Wiem, że ten wpis brzmi tak strasznie szaro-buro i depresyjnie, ale wiecie co? Poza tym incydentem w Lizbonie i paroma incydentami w Holandii, ja naprawdę nie pamiętam mojego stanu zdrowia w 99% dni. Nie pamiętam, czy byłam spuchnięta mało, czy bardzo, czy miałam podrapane policzki, czy łuki brwiowe, czy plecy, ani czy mnie swędziała skóra. Nieco dokładniej pamiętam miejsca, które odwiedziłam, ale jednak po paru latach nawet część tych wspomnień się zaciera. Za to pamiętam, że byłam szczęśliwa, że poznawałam ludzi, wychodziłam z nimi tu i tam, że byłam na koncercie, że cieszyłam się słońcem w środku listopada albo imprezami ze znajomymi albo słynnym Berghainem i jeżdżeniem rowerem po Berlinie. I choć pewnie tamtego dnia w Lizbonie przeklinałam wszystko i wszystkich i mówiłam sobie "nigdy więcej", to od tamtej pory odwiedziłam może 10 krajów europejskich a tego posta piszę z Montrealu. 

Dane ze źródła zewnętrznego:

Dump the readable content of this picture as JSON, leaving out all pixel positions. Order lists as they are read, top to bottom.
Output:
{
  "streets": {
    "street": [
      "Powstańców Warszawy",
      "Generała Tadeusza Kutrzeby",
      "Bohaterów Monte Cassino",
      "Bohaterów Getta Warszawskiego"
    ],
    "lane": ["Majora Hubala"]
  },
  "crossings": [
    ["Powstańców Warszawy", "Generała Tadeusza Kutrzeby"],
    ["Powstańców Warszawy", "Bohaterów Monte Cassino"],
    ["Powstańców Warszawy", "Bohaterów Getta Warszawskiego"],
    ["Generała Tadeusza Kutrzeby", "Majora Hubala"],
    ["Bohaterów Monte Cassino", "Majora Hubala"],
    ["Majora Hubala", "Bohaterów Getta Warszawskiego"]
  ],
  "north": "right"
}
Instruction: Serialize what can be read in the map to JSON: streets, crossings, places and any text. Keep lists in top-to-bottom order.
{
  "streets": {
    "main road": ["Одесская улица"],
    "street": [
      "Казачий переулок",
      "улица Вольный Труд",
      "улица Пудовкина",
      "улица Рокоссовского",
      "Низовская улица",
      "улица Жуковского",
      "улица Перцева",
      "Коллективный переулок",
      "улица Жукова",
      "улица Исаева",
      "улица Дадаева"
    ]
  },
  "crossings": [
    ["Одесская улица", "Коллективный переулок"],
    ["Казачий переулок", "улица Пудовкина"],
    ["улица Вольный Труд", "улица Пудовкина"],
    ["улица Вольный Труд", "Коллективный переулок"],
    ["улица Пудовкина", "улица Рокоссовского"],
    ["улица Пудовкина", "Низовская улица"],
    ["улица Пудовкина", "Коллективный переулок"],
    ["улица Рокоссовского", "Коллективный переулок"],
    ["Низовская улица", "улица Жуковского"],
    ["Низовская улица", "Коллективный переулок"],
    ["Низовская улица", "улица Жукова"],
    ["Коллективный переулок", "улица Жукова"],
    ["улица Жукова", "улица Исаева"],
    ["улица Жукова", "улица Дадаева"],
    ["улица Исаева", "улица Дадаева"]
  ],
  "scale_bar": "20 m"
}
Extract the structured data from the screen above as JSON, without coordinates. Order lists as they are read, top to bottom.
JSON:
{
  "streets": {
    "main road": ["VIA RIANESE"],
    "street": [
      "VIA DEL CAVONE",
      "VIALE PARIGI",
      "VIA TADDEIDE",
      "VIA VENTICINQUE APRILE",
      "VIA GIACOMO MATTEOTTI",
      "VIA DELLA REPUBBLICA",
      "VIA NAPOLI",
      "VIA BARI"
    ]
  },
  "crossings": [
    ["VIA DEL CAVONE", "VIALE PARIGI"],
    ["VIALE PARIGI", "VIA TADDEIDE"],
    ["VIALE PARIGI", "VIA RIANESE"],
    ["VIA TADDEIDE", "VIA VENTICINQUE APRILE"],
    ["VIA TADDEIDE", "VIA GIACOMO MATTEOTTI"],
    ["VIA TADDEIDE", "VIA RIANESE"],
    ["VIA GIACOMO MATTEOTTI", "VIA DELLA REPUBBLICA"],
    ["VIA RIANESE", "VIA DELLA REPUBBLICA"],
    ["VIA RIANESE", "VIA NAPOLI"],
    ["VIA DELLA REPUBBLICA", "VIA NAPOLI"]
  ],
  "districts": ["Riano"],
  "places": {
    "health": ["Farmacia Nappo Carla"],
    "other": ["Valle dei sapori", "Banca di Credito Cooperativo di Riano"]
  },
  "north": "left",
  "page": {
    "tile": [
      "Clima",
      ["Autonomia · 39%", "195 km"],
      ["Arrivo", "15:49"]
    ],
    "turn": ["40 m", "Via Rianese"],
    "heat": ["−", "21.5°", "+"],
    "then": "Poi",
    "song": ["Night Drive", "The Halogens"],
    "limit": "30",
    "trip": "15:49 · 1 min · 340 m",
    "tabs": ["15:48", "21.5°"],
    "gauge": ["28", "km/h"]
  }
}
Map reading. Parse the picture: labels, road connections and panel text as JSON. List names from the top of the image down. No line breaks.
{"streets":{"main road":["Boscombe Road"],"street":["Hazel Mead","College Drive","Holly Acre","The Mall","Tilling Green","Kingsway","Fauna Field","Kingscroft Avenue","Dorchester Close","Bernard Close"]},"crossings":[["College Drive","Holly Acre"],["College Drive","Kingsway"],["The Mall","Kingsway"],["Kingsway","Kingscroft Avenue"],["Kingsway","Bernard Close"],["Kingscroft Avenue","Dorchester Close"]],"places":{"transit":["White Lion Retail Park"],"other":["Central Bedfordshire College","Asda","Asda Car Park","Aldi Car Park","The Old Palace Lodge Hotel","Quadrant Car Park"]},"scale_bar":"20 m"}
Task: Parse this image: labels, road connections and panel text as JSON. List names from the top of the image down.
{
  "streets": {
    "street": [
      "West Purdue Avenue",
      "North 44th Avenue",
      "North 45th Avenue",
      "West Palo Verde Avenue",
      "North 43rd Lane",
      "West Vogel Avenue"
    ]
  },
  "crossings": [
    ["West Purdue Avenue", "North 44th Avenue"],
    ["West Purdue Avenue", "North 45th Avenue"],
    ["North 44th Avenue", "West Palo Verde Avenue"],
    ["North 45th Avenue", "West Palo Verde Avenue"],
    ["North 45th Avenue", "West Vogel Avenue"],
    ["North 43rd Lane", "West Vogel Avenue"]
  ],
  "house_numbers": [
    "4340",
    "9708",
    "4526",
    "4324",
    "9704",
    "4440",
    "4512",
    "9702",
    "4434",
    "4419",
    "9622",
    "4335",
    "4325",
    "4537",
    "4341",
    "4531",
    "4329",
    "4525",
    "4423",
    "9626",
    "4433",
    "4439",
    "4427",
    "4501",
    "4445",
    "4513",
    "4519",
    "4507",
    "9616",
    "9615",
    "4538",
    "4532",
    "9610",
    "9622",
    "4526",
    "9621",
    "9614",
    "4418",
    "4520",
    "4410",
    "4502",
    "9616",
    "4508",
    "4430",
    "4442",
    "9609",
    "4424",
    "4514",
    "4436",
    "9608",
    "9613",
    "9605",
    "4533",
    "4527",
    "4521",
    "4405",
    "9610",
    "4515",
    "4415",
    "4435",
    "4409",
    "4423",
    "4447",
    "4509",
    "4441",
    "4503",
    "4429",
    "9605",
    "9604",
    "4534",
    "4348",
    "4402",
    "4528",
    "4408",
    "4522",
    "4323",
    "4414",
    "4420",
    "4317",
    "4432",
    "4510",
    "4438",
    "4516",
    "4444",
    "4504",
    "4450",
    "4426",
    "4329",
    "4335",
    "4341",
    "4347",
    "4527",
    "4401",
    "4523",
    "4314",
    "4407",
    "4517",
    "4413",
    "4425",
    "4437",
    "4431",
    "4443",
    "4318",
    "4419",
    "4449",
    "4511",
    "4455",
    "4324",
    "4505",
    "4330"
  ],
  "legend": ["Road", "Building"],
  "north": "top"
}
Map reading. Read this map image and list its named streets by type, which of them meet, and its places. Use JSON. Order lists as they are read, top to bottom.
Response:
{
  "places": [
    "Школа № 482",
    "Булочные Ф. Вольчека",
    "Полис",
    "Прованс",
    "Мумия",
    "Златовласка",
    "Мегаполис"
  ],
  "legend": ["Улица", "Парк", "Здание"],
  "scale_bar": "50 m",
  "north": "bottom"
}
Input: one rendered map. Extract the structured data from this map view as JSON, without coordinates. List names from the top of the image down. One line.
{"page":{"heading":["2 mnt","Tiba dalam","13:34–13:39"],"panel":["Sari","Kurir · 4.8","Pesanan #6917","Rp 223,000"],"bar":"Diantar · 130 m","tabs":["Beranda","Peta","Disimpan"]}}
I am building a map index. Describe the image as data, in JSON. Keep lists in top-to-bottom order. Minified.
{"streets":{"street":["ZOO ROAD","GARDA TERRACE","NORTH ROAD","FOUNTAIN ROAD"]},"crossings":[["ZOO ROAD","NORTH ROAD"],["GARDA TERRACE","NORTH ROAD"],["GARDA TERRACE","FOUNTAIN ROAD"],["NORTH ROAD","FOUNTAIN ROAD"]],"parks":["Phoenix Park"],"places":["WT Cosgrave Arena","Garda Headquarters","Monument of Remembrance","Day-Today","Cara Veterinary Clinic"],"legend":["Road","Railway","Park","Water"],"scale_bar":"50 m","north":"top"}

Taki post to w sumie też trochę terapia i uporządkowanie tych wspomnień. Będą jeszcze dwa: podsumowanie moich 2-letnich studiów w 4 krajach i o towarzyszących temu niespodziankach, + porady praktyczne dla atopików, którzy chcą, a (myślą, że) nie mogą. 

2 komentarze:

  1. Jest środek nocy. Dopadła mnie bezsenność. Też jestem tego zdania, że zmiana diety i wypracowanie w sobie pewnych reguł do codziennego stosowania, daje nam atopikom szanse, by w miarę funkcjonować! Pozdrawiam.i chylę czoła!
    Daga

    OdpowiedzUsuń
  2. Na jakiej diecie lecisz? Ja obecnie (próbuję) ograniczać cukier, gluten, nabiał, kawę i alkohol, a do tego wysypiać się przyzwoicie i nie stresować, ale mam parę dni do terminu oddania magisterki i jak widać - piszę posty, więc od razu na skórze się to odbija.